A handful of Rainey’s daughter’s friends had gathered in her Boise kitchen to learn the art of making kimchi: a spicy, fermented dish that’s prepared in hundreds of different styles and considered the soul of Korean cuisine.
Kimchi-making parties, known as Gimjang, are common this time of year in Korea, when families and friends converge to assemble giant batches of the bright red fermented pickle to last them through the winter.
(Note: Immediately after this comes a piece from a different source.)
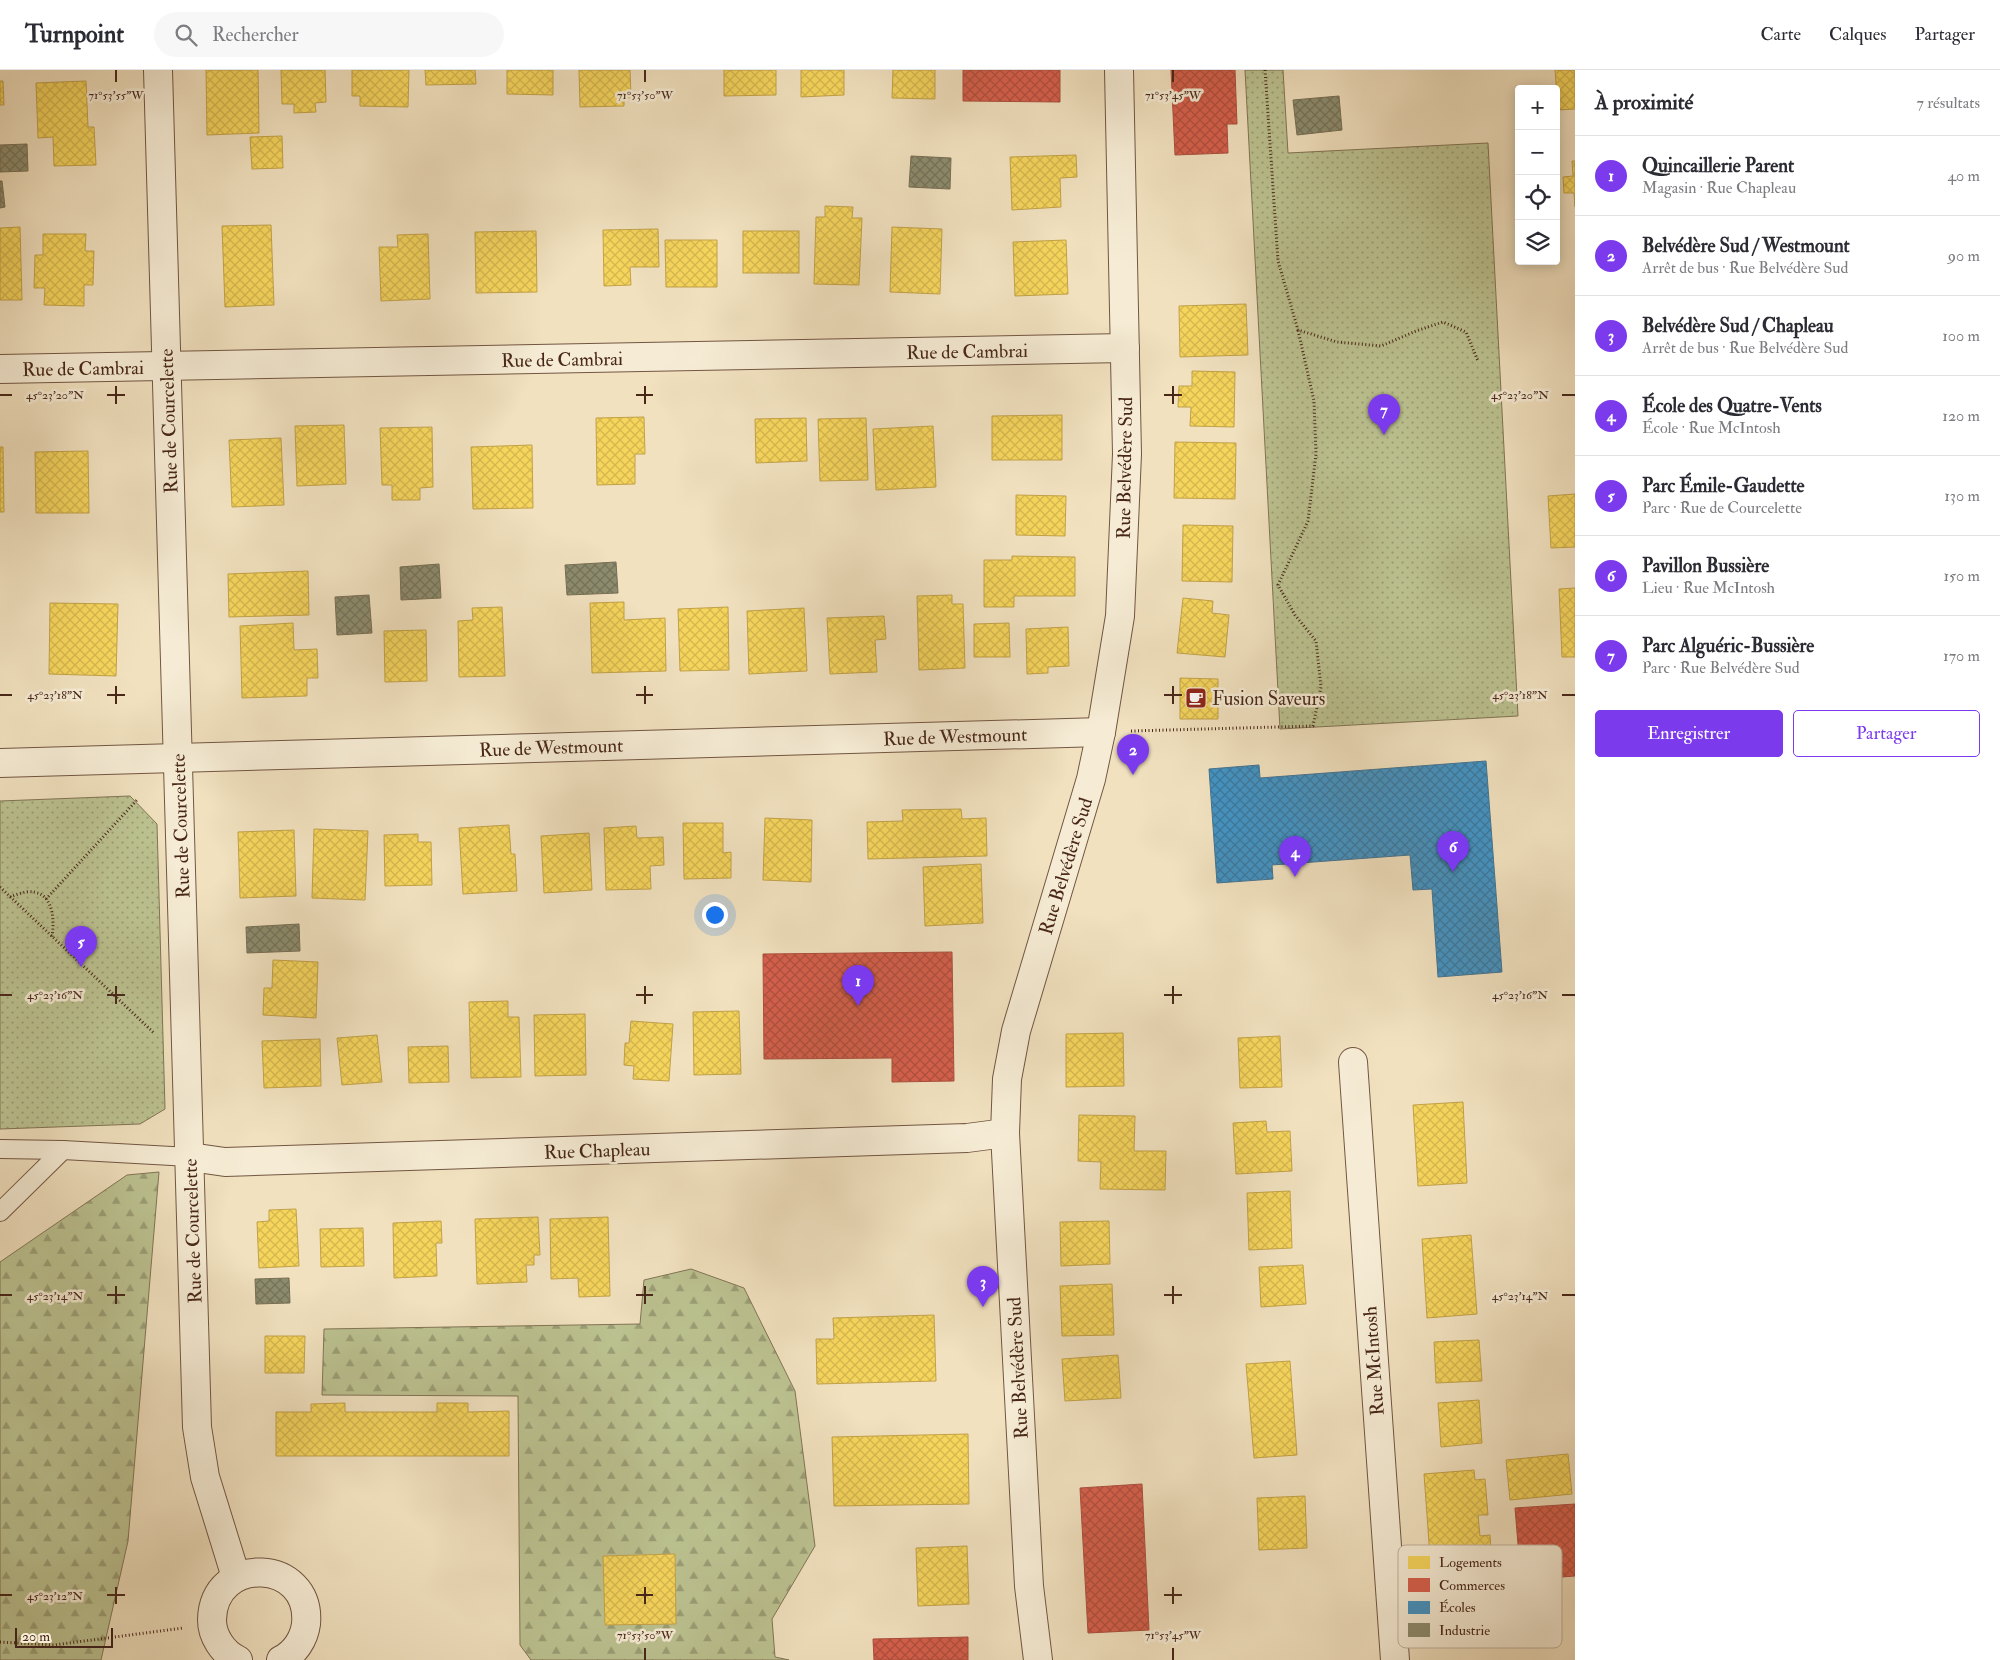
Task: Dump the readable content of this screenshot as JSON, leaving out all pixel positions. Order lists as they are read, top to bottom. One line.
{"streets":{"street":["Rue de Cambrai","Rue de Courcelette","Rue Belvédère Sud","Rue de Westmount","Rue Chapleau","Rue McIntosh"]},"crossings":[["Rue de Cambrai","Rue de Courcelette"],["Rue de Cambrai","Rue Belvédère Sud"],["Rue de Courcelette","Rue de Westmount"],["Rue de Courcelette","Rue Chapleau"],["Rue Belvédère Sud","Rue de Westmount"],["Rue Belvédère Sud","Rue Chapleau"]],"places":{"cafe":["Fusion Saveurs"]},"legend":["Logements","Commerces","Écoles","Industrie"],"scale_bar":"20 m","page":{"header":"Turnpoint","search":"Rechercher","nav":["Carte","Calques","Partager"],"heading":["À proximité","7 résultats"],"map_buttons":["+","−"],"list":[{"mark":"1","name":"Quincaillerie Parent","note":"Magasin · Rue Chapleau","value":"40 m"},{"mark":"2","name":"Belvédère Sud / Westmount","note":"Arrêt de bus · Rue Belvédère Sud","value":"90 m"},{"mark":"3","name":"Belvédère Sud / Chapleau","note":"Arrêt de bus · Rue Belvédère Sud","value":"100 m"},{"mark":"4","name":"École des Quatre-Vents","note":"École · Rue McIntosh","value":"120 m"},{"mark":"5","name":"Parc Émile-Gaudette","note":"Parc · Rue de Courcelette","value":"130 m"},{"mark":"6","name":"Pavillon Bussière","note":"Lieu · Rue McIntosh","value":"150 m"},{"mark":"7","name":"Parc Alguéric-Bussière","note":"Parc · Rue Belvédère Sud","value":"170 m"}],"pins":["7","2","6","4","5","1","3"],"buttons":["Enregistrer","Partager"],"scale":"20 m"},"coordinates":["71°53'55\"W","71°53'50\"W","71°53'45\"W","45°23'20\"N","45°23'18\"N","45°23'16\"N","45°23'14\"N","45°23'12\"N"]}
In one corner of Rainey’s kitchen, someone grated daikon radishes into matchsticks on a mandolin, while another person chopped green onions into three-inch segments, and someone else ripped kale and mustard greens into bite-sized chunks.
Dwarfed by a giant stainless steel mixing bowl, Rainey kneaded a fragrant mound of ground fresh ginger, garlic, dried red pepper powder, sugar, salt and fish sauce into paste, folding in the chopped ingredients and a splash of cold water.
“You mix it all together like you’re washing clothes,” said Rainey, wearing a pair of sturdy yellow rubber gloves. “That way you get all the ingredients mixed.”
“That’s funny, ‘Like you’re washing clothes,’” said her daughter, Hannah Rainey, with a smile. “None of us wash clothes by hand, Mom.”
But according to Sandor Katz, author of Wild Fermentation, most Koreans still make kimchi by hand: The Korean Food Research Institute estimates that three-quarters of all kimchi consumed in South Korea is made in the home and the average Korean adult consumes more than a quarter pound of kimchi every day.
The dish is prized for its health benefits—not only is it a good source of vitamins A, B, C and fiber, but the lactic acid created during fermentation (also found in yogurt) helps aid digestion.
Sitting on the floor, Rainey rubbed generous amounts of the pepper paste under the leaves of the quartered cabbages, tucked them into balls and stacked them in a large, lined plastic tub. For the kimchi party guests, she massaged the pepper paste into a bowl of coarsely chopped cabbage, then stuffed the mixture tightly into mason jars.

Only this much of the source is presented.